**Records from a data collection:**
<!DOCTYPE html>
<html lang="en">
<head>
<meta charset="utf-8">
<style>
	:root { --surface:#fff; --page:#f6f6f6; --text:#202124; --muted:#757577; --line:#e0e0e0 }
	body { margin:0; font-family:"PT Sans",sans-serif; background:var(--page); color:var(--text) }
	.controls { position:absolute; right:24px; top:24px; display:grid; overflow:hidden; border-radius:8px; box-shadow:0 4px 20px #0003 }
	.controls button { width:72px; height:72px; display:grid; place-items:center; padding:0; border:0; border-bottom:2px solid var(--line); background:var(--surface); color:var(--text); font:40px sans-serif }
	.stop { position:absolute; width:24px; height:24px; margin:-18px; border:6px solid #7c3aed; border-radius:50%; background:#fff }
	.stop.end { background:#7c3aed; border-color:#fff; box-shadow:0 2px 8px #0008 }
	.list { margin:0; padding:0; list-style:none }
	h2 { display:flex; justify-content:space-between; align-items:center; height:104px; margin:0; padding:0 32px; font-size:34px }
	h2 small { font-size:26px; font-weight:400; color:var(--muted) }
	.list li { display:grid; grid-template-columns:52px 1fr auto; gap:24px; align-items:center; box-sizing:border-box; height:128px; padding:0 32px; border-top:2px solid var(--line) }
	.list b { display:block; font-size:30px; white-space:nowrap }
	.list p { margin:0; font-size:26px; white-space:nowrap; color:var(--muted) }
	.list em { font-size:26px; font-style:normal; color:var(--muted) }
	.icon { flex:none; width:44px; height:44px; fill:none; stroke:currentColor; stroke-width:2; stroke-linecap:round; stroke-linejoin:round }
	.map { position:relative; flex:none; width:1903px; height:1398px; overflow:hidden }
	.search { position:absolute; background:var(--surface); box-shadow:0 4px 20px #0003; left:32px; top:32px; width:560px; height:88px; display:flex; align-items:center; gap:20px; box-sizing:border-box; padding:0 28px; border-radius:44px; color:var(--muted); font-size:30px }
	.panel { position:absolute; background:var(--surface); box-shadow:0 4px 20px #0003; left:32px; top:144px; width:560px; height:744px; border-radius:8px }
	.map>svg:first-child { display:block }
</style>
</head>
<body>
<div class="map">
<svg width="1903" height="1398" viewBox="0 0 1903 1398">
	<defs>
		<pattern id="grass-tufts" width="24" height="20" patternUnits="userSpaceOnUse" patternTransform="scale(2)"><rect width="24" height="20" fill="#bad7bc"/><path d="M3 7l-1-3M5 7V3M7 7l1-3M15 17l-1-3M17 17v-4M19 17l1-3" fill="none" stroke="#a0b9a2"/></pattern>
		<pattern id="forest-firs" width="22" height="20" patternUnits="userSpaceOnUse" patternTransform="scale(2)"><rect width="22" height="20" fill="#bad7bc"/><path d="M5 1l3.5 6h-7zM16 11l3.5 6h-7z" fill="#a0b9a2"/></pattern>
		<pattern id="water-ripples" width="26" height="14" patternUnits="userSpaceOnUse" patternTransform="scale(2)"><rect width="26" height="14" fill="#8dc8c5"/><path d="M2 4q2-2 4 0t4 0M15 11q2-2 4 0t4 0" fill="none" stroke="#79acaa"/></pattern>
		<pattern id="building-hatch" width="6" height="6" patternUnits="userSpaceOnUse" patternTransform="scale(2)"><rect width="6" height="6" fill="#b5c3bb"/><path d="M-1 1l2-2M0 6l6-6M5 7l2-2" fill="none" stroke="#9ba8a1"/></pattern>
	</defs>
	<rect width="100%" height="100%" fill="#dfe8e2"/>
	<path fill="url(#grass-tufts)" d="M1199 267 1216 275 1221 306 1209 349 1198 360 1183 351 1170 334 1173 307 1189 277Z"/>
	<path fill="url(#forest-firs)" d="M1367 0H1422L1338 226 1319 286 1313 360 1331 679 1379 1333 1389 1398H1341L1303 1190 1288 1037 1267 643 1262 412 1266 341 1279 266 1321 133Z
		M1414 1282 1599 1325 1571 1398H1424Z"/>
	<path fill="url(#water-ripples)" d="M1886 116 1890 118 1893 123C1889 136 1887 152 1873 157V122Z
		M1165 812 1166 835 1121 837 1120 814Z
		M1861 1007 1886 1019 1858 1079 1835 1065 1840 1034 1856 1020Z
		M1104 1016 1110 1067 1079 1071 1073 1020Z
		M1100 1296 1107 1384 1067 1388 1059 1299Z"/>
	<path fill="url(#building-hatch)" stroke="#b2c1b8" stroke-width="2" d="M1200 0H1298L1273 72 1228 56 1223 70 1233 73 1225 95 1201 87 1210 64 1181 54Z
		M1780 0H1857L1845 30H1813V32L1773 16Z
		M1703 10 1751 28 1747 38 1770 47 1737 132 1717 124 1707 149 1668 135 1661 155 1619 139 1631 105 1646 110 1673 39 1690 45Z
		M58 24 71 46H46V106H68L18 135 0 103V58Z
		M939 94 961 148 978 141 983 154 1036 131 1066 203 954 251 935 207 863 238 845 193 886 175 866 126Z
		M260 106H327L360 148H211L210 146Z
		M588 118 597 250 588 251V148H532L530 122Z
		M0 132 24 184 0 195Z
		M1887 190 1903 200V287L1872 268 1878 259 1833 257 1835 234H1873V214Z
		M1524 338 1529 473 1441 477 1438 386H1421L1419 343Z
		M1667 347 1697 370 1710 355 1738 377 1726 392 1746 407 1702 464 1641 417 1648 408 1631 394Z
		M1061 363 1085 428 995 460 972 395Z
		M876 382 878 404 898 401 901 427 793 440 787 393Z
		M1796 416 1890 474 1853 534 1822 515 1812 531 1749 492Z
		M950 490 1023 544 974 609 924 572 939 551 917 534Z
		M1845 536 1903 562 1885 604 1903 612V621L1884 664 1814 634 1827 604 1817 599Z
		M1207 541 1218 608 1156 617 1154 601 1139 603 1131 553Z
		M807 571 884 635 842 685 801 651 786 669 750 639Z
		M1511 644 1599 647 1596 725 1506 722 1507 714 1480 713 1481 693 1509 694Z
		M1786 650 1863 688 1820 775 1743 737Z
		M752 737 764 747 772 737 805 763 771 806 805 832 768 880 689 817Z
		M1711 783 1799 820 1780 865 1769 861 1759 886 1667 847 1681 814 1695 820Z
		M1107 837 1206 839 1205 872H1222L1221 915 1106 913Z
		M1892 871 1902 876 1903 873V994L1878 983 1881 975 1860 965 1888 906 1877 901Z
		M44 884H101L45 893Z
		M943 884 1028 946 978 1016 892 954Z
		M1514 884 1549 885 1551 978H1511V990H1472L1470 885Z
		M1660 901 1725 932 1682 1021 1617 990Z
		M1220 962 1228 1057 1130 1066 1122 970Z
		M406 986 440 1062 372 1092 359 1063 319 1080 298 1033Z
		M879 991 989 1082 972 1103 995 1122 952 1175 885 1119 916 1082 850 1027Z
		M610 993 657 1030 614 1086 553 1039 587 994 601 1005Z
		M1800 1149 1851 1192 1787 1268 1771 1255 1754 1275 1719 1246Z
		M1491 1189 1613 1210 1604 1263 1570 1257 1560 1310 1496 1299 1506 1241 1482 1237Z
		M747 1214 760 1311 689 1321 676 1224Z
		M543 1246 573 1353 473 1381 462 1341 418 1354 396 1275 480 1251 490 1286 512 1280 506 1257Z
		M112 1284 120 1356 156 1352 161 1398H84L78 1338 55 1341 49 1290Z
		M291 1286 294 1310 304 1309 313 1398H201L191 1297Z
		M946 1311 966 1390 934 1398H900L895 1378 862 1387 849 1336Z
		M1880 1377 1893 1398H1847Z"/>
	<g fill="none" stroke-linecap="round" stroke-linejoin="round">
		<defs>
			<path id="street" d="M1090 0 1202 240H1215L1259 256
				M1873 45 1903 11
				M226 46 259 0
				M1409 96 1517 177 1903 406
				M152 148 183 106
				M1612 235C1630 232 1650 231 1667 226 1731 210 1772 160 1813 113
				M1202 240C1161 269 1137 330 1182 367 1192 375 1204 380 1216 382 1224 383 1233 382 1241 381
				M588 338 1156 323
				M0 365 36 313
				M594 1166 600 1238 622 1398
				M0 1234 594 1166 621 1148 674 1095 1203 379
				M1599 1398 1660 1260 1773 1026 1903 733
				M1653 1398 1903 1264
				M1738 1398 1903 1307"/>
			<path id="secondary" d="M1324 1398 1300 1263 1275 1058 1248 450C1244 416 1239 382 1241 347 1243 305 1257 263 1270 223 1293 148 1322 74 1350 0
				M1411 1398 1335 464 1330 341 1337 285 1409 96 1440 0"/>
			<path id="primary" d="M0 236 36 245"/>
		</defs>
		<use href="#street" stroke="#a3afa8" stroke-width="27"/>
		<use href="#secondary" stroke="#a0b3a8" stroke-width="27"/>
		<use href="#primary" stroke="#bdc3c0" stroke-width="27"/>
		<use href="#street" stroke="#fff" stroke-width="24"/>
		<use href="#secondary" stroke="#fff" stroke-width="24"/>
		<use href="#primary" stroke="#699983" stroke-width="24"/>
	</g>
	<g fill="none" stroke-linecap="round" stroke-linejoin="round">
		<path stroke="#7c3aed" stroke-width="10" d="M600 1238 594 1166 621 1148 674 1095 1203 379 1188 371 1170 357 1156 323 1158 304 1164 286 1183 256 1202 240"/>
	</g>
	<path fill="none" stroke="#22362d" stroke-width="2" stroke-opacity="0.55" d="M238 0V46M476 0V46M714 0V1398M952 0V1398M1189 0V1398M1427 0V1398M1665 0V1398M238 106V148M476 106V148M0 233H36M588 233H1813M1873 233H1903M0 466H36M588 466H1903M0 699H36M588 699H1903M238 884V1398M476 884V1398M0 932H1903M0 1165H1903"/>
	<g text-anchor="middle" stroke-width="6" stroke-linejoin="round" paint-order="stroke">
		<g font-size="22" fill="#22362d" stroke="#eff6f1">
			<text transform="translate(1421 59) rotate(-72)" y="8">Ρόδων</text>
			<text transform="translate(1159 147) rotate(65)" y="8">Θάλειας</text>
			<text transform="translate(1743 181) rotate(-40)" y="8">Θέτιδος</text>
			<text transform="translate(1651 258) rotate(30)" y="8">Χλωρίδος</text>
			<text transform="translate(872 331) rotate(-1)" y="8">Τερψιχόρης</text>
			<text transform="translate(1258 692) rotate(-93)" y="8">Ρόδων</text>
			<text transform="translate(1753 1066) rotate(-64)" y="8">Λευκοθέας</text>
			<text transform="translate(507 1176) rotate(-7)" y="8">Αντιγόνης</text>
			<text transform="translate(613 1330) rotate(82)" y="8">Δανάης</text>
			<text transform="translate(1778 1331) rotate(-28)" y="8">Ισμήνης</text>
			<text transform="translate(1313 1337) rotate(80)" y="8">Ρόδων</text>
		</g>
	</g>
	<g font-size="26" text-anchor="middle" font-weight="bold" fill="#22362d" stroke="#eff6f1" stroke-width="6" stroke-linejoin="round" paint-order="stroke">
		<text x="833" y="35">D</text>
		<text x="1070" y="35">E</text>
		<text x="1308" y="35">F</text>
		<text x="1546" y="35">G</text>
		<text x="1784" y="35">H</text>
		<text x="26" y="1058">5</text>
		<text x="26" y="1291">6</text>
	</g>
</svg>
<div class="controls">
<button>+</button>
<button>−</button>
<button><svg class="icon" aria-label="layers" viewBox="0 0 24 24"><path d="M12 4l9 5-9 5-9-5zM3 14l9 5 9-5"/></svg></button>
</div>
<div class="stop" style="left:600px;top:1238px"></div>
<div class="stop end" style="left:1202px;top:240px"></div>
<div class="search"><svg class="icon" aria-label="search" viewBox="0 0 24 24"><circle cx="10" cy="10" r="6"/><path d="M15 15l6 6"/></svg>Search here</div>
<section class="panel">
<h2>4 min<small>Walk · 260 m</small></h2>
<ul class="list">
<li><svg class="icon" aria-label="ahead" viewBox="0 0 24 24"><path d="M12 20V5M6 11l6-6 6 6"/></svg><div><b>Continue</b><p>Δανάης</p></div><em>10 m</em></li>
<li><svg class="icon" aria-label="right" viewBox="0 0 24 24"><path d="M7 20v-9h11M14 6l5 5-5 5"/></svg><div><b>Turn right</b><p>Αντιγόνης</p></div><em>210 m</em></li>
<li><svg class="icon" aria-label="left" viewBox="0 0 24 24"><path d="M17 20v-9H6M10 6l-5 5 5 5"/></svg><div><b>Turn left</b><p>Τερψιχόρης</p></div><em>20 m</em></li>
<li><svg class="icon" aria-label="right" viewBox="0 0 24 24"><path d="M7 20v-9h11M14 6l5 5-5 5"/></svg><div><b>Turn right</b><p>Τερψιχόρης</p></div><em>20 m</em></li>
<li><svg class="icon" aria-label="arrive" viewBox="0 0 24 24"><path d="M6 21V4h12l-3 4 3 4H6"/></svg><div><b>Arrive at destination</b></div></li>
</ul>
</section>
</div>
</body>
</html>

**Instructions for the task:**
Return each line among the entries that holds the word "body".

**Response for this exercise:**
	body { margin:0; font-family:"PT Sans",sans-serif; background:var(--page); color:var(--text) }
<body>
</body>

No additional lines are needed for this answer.